When I was in Switzerland I saw a one-of-a-kind skirt and top done by a Swiss African designer that I wanted. When I was in Italy I was able to buy myself Italian purses and jewelry. In France, I bought myself a votive candle holder from the Palais Lumière. The items I bought varied from place to place, but were a collection of things I could treat myself to remember the trip later. The added benefit was buying without having to worry about the bill. 

What’s In It For Him?

People often wonder what a financial submissive gets out of an arrangement like this. In return for the money, hotels, and travel, I would send fully clothed pictures of me prancing about the town without a care. Getting to see me relaxing, traveling, and happy made my sub feel like he was participating in making my life a bit easier. I feel like I got the better end of the deal.

Traveling with a man paying for the privilege meant that I had the freedom to relax and enjoy my trip in ways that I simply would not have been able to have done without financial domination. 
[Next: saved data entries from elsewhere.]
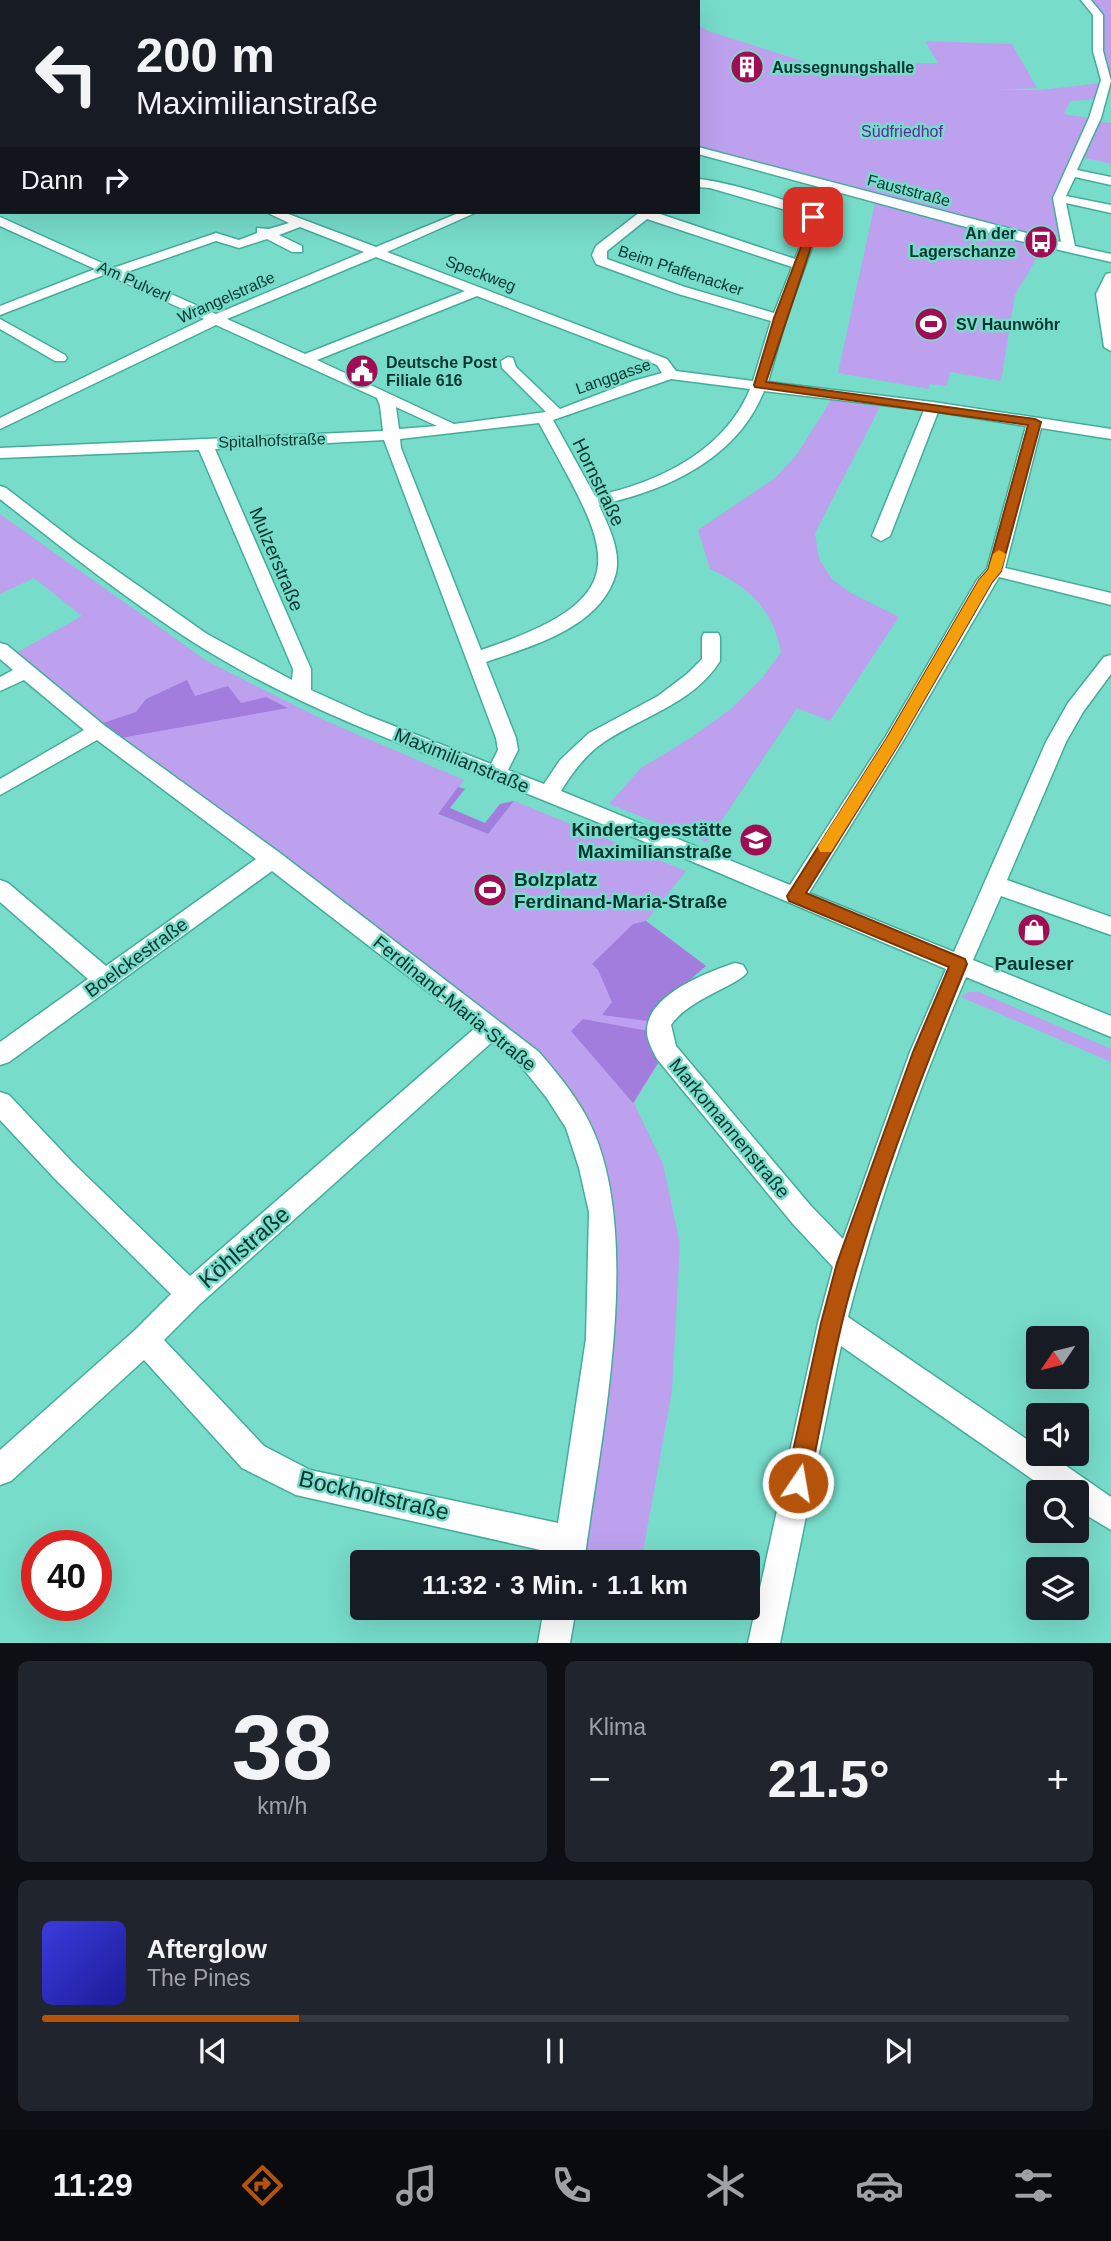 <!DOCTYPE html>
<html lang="de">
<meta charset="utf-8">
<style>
:root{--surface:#171b24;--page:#20242c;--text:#f1f3f6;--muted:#9ea1a6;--line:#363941;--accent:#b45309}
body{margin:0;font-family:Helvetica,sans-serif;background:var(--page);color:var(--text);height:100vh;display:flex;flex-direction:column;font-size:26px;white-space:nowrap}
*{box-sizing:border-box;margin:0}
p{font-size:23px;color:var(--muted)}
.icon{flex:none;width:38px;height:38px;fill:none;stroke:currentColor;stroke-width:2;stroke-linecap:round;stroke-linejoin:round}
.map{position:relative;height:1643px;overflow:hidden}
.sheet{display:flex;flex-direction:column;gap:18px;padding:18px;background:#0d0f14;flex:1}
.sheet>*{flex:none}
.top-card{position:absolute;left:0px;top:0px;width:700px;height:214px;box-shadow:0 7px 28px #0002;background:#171b24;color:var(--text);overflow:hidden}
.needle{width:46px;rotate:235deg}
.controls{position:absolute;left:1026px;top:1326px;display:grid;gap:14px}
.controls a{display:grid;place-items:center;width:63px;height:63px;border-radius:7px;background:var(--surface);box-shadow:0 7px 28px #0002;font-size:35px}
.speed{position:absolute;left:21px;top:1530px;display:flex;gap:14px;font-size:35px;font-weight:700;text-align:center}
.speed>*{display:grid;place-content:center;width:91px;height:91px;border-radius:50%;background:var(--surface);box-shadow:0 7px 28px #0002;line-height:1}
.speed .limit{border:10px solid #d22;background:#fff;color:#111}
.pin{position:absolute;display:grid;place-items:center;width:60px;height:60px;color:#fff;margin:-30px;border-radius:14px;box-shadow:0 4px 10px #0006}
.me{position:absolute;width:77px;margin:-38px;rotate:12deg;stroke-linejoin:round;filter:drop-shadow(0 0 5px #0008)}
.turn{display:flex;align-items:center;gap:24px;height:147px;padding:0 21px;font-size:32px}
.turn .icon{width:91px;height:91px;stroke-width:2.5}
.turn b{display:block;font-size:49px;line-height:60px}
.then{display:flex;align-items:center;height:66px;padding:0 21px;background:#0003;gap:14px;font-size:26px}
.big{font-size:52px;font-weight:800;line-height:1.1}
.sheet .tile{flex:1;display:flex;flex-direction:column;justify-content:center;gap:10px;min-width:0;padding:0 24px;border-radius:10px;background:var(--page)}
.sheet .dial{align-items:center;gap:0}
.dial b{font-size:91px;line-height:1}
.song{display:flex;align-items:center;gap:21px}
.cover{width:84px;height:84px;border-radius:10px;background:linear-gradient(135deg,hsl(240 70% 55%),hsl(240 70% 35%))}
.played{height:7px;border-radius:4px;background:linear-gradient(90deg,var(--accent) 25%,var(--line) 25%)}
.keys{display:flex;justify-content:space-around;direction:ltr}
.heat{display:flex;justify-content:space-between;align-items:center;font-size:38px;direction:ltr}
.sheet .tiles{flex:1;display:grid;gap:18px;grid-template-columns:1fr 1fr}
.tile:last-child{grid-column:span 2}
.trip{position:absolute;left:350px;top:1550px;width:410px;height:70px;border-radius:7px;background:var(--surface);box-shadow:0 7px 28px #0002;font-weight:800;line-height:70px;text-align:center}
.dock{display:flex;height:112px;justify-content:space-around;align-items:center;background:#090b0e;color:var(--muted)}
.dock .icon{width:49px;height:49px}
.dock .active{color:var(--accent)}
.dock b{font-size:32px;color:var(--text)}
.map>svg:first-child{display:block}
.green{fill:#bda1ef}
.forest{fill:#a37dde}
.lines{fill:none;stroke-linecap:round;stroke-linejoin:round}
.minor-casing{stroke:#44ac9b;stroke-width:3}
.minor{fill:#fff;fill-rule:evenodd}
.route{fill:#b45309;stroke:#753606;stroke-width:2}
.slow{fill:#f59e0b}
.labels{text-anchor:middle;stroke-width:5;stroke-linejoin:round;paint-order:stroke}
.far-poi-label{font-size:16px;font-weight:bold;fill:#06352e;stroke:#77dcca;text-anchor:start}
.far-park-label{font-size:16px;fill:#5f299b;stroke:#77dcca}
.far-street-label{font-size:16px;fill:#06352e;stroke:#77dcca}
.street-label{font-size:19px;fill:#06352e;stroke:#77dcca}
.poi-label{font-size:19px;font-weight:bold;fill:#06352e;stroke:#77dcca;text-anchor:end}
.near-street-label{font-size:23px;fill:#06352e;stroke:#77dcca}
</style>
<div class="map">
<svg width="1111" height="1643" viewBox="0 0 1111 1643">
<rect width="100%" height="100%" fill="#77dcca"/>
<g class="green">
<polygon points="1091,0 1111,0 1111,77 1102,49 1103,16"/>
<polygon points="698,25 708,31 815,65 938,63 925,41 1012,44 1037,88 996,90 1040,90 1102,83 1099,99 1070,101 1064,114 1088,118 1053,195 1060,237 1054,241 700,147"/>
<polygon points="1098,121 1111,123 1111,164 1081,157"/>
<polygon points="875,203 1044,246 1015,295 1001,381 950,372 947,386 930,384 929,389 838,373"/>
<path d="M831,400L880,407L815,533L819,559L832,579L851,593L899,617L830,721L797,708L707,842L609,804L641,768L692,737L732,708L763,677L781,652C773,609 749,587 710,569L698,530L775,478L798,453Z"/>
<path d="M0,514L207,661L324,720L464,780L439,815L488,834L514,801L686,871L646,921L706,966C691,978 646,1009 648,1029C649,1039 656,1051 660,1060L634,1103L663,1164L680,1244L672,1391L641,1563H578L609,1341L613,1204L601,1158L564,1086L100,724L16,653L82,616L34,578L0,594Z"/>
<polygon points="969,992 979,992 1111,1049 1111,1062 961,997"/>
</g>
<g class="forest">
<polygon points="187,680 195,696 228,686 241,703 266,697 288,708 121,738 100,724 136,712 146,699"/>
<polygon points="458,787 465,789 450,808 485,823 500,804 514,801 488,834 438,814"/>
<polygon points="646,921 706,966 654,1011 648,1021 602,1015 612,1002 598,970 592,964 633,924"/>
<polygon points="583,1019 648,1031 660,1060 633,1103 571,1031"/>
</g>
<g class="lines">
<defs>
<g id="minor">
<polygon points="44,0 57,0 42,2"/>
<polygon points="192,0 204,0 206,2 193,2"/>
<polygon points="234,0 248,0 232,2"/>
<polygon points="377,0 388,0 375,2"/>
<polygon points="464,0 477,0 462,2"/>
<polygon points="615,0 629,0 613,2"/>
<polygon points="1081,0 1091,0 1103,15 1103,51 1111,81 1101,118 1077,170 1111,177 1111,185 1075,177 1066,196 1111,205 1111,213 1066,203 1075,246 1111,254 1111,262 999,236 698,154 698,147 1061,242 1053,198 1089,118 1101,80 1093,51 1093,15"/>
<polygon points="2,12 2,18 0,19 0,13"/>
<rect x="0" y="44" width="2" height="7"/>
<rect x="0" y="83" width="2" height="6"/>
<rect x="0" y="102" width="2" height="7"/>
<rect x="0" y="135" width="2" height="6"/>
<path d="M698,179C722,181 803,202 819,217L821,223L786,318L768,382L933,402L1111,429V439L1041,428L1005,568L1111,593V605L999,577L900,746L809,893L954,952L1046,742L1068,703L1104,657L1111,655V674L1083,712L1066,742L1007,880L1111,917V935L1001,896L973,960L1111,1016V1037L966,977C919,1087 878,1201 848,1317L1038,1447V1454H1049L1111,1497V1530L1076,1509V1493H1052L841,1346L780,1643H748L818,1323L833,1267L793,1224L657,1059C653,1051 646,1039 647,1029C649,994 708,972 735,963L743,965L747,972C740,985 688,999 671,1025L676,1046L811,1206L843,1239L910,1052L946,969C810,912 675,853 538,798C421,751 300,710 193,642C126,599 62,548 0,499V486L6,488L76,542L207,634L292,680L293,669L199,450L0,458V448L383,431L380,406L377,398L216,325L0,429V418L204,319L106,274L0,315V306L95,269L0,226V217L113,268L216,233L239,240L257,233V228L269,229L289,223L266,212H283L376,247L461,212H477L387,252L667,359L676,371L753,381L771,321L675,293L596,264L592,255L596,246L640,212H654L795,259L809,223L807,219L786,210L710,188L698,187ZM647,219L792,267L774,313L685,287L607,259V251ZM300,227L364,252L216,314L124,273L216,241L239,248L267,239L292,252H302V246L279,235ZM376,257L465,291L305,354L227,319ZM477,296L657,365L662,373L633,381L560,409L516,367L513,358L508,357L501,361L502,368L546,412L454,424L317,360ZM671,379L750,389C724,452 657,483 595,496L553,420ZM764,391L924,410L872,536L881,541L890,536L938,412L1026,426L987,569L977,580L886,736L790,885L561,791C572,773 586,754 604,742C643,716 694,703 720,661V637L718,633H704L702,637V659L687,674L658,696L589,733L560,760L544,784L508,770L518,750L516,738L486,662C532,646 602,627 616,573C621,550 608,525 599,505C666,491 737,459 764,391ZM396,407L437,426L399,429ZM539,423C607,549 648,595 481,650L401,448L400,439ZM384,440L496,738L498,750L491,764L366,715L311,690V669L215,449Z"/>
<rect x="0" y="199" width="2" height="8"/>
<polygon points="1111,273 1111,351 1104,347 1096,294 1106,274"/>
<polygon points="0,319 65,355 67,358 65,361 55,361 0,329"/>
<path d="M0,643L7,645L105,726L280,853L539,1052C556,1072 573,1092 586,1116C647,1227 600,1440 584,1563H552L554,1553L296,1495L242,1468L144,1360L11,1481L0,1485V1450L135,1330L171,1294L55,1179L0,1120V1092L9,1095L73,1163L190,1276L475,1028L272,871L9,1062L0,1065V1042L88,979L0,902V880L8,883L106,966L256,859L97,740L0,795V779L84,730L24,680L0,691V677L13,670L0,659ZM492,1042L521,1066L546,1097L566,1128L579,1168L589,1212L586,1339L558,1523L310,1470L264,1446L164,1340L200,1304Z"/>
<polygon points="544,1608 576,1608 570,1643 538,1643"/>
</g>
</defs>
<use href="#minor" class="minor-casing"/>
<use href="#minor" class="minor"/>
</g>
<path class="route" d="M809,215H816L819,223L766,382L1035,419L1041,422L1001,571L992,582L898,745L806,893L965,959L967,964C927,1062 888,1162 858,1264C836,1335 824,1410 809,1483L806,1491L798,1494L790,1491L786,1483L821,1323L837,1263L913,1052L949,967L789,901L787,896L887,738L979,580L988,570L1028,425L755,387L754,385L774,318L810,223Z"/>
<polygon class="slow" points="999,550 1006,554 1001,571 992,582 898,745 831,852 820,852 818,847 820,843 887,738 979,580 988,570 993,554"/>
<defs>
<symbol id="building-disc" viewBox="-11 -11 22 22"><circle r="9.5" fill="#a00d54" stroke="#77dcca"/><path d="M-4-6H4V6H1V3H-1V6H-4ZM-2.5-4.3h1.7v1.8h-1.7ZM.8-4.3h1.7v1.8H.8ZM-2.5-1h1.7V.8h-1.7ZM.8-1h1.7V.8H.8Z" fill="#fff"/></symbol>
<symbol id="bus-disc" viewBox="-11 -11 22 22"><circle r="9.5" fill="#a00d54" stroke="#77dcca"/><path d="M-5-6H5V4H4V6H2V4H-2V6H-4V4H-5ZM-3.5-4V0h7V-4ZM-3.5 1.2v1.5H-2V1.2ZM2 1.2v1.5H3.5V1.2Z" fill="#fff"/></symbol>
<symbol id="stadium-disc" viewBox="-11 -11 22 22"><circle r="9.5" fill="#a00d54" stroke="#77dcca"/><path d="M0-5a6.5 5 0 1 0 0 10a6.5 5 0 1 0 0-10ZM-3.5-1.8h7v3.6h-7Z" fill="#fff"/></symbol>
<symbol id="civic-disc" viewBox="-11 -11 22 22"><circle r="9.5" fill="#a00d54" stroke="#77dcca"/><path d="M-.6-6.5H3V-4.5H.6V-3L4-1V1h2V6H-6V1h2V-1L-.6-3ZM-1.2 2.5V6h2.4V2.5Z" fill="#fff"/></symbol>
<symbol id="school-disc" viewBox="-11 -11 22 22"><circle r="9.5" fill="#a00d54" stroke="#77dcca"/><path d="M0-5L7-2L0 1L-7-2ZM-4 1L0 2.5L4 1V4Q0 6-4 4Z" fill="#fff"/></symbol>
<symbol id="shop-disc" viewBox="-11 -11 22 22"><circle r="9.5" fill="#a00d54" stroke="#77dcca"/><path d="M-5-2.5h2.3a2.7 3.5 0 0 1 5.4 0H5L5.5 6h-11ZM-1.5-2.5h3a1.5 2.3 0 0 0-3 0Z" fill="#fff"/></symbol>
</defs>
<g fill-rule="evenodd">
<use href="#building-disc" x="728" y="48" width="38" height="38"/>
<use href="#bus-disc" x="1022" y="223" width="38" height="38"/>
<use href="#stadium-disc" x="912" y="305" width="38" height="38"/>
<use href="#civic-disc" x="343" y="352" width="38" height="38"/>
<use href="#school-disc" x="737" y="821" width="38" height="38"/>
<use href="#stadium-disc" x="471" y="871" width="38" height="38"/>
<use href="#shop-disc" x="1015" y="911" width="38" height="38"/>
</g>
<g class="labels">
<g class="far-poi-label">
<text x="772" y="73">Aussegnungshalle</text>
<text x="1016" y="239" text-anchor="end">An der<tspan x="1016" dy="18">Lagerschanze</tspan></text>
<text x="956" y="330">SV Haunwöhr</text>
<text x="386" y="368">Deutsche Post<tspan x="386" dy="18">Filiale 616</tspan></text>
</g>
<g class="far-park-label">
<text x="902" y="137">Südfriedhof</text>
</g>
<g class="far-street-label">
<text transform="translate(909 190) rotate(15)" y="6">Fauststraße</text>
<text transform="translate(681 270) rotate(18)" y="6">Beim Pfaffenacker</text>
<text transform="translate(481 273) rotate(21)" y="6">Speckweg</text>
<text transform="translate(134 281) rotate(24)" y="6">Am Pulverl</text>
<text transform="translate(226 297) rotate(-24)" y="6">Wrangelstraße</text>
<text transform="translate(613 376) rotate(-19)" y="6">Langgasse</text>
<text transform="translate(272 440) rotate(-2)" y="6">Spitalhofstraße</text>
</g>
<g class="street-label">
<text transform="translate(599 482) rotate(64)" y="7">Hornstraße</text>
<text transform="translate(277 559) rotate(67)" y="7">Mulzerstraße</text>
<text transform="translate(462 760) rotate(22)" y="7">Maximilianstraße</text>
<text transform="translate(136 957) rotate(-36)" y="7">Boelckestraße</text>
<text transform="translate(455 1003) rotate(39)" y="7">Ferdinand-Maria-Straße</text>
<text transform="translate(730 1128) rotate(50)" y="7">Markomannenstraße</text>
</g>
<g class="poi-label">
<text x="732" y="836">Kindertagesstätte<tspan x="732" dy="22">Maximilianstraße</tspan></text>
<text x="514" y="886" text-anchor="start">Bolzplatz<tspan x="514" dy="22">Ferdinand-Maria-Straße</tspan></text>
<text x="1034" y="970" text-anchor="middle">Pauleser</text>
</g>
<g class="near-street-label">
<text transform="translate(244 1247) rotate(-41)" y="8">Köhlstraße</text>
<text transform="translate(374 1495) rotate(13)" y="8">Bockholtstraße</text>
</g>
</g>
</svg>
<div class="controls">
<a><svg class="needle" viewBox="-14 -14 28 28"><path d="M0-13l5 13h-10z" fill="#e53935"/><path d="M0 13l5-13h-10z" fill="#9ea1a6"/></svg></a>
<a><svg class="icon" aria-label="sound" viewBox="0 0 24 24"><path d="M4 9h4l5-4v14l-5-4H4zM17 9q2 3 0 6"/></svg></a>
<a><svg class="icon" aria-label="search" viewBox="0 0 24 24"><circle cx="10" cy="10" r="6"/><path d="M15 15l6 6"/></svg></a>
<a><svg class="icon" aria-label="layers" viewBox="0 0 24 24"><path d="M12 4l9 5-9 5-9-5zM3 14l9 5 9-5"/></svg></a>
</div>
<div class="speed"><div class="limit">40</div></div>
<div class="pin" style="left:813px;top:217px;background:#d93025"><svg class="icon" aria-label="arrive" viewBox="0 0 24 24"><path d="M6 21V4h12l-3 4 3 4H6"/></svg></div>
<svg class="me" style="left:798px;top:1483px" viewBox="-20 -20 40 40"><circle r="17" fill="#b45309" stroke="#fff" stroke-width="3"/><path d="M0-11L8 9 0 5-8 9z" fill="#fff"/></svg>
<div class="trip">11:32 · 3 Min. · 1.1 km</div>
<div class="top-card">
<div class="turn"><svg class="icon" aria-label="left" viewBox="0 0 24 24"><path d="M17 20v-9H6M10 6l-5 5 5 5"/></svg><div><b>200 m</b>Maximilianstraße</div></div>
<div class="then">Dann<svg class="icon" aria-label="right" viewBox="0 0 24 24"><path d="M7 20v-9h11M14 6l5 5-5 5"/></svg></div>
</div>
</div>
<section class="sheet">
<div class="tiles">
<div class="tile dial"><b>38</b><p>km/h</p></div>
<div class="tile"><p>Klima</p>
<div class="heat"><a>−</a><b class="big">21.5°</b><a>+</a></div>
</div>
<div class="tile">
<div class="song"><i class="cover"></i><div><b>Afterglow</b><p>The Pines</p></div></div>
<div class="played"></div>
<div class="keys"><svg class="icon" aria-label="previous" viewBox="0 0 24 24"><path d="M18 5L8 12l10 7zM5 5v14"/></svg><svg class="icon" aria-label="pause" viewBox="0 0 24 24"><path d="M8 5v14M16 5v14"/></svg><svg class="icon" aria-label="next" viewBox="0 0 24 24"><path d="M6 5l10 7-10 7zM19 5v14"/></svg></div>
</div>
</div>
</section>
<nav class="dock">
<b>11:29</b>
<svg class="icon active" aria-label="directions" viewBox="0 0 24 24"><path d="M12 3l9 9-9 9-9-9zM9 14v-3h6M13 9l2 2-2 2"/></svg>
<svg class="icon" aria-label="music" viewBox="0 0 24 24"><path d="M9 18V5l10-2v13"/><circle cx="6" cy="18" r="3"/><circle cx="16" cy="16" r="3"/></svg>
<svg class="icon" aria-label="phone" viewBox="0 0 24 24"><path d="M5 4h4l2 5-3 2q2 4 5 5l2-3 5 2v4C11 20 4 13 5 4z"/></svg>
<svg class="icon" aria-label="climate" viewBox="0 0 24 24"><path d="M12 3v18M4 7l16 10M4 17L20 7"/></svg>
<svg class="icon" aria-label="car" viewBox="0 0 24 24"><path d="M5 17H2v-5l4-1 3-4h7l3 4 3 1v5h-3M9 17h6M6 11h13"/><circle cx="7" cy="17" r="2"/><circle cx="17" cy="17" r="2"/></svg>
<svg class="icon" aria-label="filters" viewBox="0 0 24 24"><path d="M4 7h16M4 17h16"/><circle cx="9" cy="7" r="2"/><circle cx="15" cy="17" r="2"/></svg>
</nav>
This trip was one where I was able to travel with the freedom that allowed my imagination to soar. While some might not understand this, I cannot tell you how much it has meant to me, a woman who has experienced poverty and homelessness. 

My submissive opened up a world of possibilities for me. I’ve experienced life in a way I never would have thought was possible otherwise. I’m forever grateful for the connection and trust I’ve established with him. (And I’d welcome many more for those who are also committed to seeing the beauty of my financial domination!)